The Liberation Tigers of Tamil Eelam or LTTE has splintered into many rival factions since its military defeat last spring. Whatever their differences, all the factions pursue essentially the same bankrupt nationalist course, seeking to woo great-power support for establishing a separate capitalist state on the north and east of the island and manoeuvring with Sri Lanka’s bourgeois Sinhalese elite.

All are bitterly opposed to the struggle to secure the democratic rights of the Tamil masses through the mobilization of the working class and oppressed toilers of Sri Lanka against the reactionary Sri Lankan state and in the fight for the establishment of the Socialist United States of Lanka and Eelam.

During the civil war this found graphic expression in the LTTE’s indiscriminate violence against Sinhalese working people and the repression they directed against the Socialist Equality Party (SEP) in areas under LTTE control, although the SEP was the only political force that fought to mobilise the working class to end the communal war by forcing the immediate and unconditional withdrawal of all Sri Lankan security forces from the north and east.

In the just concluded presidential election, much of the LTTE exile movement and the Tamil National Alliance, a bourgeois electoral front that acted as a mouthpiece for the LTTE during the latter stages of the 26-year-long civil war, supported the main opposition candidate General Sarath Fonseka over the incumbent Mahinda Rajapakse on the grounds that he is the “lesser evil.”

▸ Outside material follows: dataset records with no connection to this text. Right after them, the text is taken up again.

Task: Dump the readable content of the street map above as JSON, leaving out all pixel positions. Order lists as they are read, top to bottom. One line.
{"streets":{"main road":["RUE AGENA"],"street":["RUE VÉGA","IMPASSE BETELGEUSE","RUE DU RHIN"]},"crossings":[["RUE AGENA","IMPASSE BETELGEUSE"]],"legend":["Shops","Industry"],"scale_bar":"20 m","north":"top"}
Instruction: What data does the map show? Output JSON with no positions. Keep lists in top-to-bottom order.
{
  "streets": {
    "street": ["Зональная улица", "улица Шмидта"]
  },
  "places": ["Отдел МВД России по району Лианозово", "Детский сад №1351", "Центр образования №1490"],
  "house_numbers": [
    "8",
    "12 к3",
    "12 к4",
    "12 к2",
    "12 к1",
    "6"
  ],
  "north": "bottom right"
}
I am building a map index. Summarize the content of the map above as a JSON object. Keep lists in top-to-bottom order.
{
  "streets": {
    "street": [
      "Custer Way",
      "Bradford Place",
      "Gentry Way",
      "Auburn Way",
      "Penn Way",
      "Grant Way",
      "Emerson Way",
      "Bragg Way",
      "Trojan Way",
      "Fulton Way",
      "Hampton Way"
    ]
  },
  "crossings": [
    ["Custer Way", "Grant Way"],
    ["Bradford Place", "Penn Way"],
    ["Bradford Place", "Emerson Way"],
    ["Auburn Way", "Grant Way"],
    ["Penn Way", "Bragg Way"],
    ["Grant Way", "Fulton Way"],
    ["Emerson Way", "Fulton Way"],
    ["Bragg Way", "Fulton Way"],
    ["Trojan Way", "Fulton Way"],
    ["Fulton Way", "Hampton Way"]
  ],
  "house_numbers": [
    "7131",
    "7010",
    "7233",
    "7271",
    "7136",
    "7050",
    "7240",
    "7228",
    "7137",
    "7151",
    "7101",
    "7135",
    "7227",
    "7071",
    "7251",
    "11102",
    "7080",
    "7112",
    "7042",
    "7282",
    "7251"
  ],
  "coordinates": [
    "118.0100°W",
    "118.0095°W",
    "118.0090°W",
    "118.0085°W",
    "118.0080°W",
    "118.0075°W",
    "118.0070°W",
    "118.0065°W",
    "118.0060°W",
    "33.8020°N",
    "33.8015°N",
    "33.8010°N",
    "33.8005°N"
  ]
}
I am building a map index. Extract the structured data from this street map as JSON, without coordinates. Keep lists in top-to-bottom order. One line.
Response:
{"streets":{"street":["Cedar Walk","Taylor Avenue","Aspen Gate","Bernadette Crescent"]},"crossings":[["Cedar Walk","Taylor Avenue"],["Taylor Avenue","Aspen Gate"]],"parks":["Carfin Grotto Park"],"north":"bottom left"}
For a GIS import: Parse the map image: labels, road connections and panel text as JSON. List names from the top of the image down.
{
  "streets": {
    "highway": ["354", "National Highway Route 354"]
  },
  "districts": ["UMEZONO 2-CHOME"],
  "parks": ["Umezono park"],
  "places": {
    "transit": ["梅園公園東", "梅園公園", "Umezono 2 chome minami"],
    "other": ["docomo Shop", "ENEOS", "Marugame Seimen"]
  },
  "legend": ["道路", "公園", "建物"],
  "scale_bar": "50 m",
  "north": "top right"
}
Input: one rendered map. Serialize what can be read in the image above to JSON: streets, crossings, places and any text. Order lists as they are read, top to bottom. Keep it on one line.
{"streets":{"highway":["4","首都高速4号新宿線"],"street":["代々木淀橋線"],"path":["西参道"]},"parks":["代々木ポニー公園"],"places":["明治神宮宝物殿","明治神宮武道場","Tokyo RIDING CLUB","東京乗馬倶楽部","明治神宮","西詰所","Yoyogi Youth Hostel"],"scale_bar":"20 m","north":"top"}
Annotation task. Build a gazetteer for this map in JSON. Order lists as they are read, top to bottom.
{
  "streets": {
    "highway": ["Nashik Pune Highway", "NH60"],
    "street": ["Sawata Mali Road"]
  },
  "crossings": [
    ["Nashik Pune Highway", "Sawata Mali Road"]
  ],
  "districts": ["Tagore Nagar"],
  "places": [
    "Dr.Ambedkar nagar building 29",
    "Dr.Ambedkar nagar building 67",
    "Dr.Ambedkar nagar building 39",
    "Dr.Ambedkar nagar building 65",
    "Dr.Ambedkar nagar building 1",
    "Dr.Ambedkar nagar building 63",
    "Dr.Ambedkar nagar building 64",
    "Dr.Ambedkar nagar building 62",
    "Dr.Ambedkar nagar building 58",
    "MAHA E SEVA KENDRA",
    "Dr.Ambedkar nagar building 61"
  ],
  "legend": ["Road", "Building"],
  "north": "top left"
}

Fonseka and Rajapakse are in fact partners in crime, responsible for the ravaging of the Tamil-majority north and east and the deaths of thousands of civilians and LTTE fighters. Rajapakse, who came to power in November 2005, and Fonseka, who served as the commander of the Sri Lankan army from December 2005 till mid-July 2009, jointly led the Sinhala bourgeoisie’s military drive to reassert control over the island. In the middle of 2006, they relaunched the war, ordering repeated bloody offensives that ultimately culminated in the military overrunning the LTTE’s territories while causing untold loss of civilian life and property damage, the extermination of the LTTE leadership, and the illegal confinement of more than 280,000 Tamils in squalid detention camps.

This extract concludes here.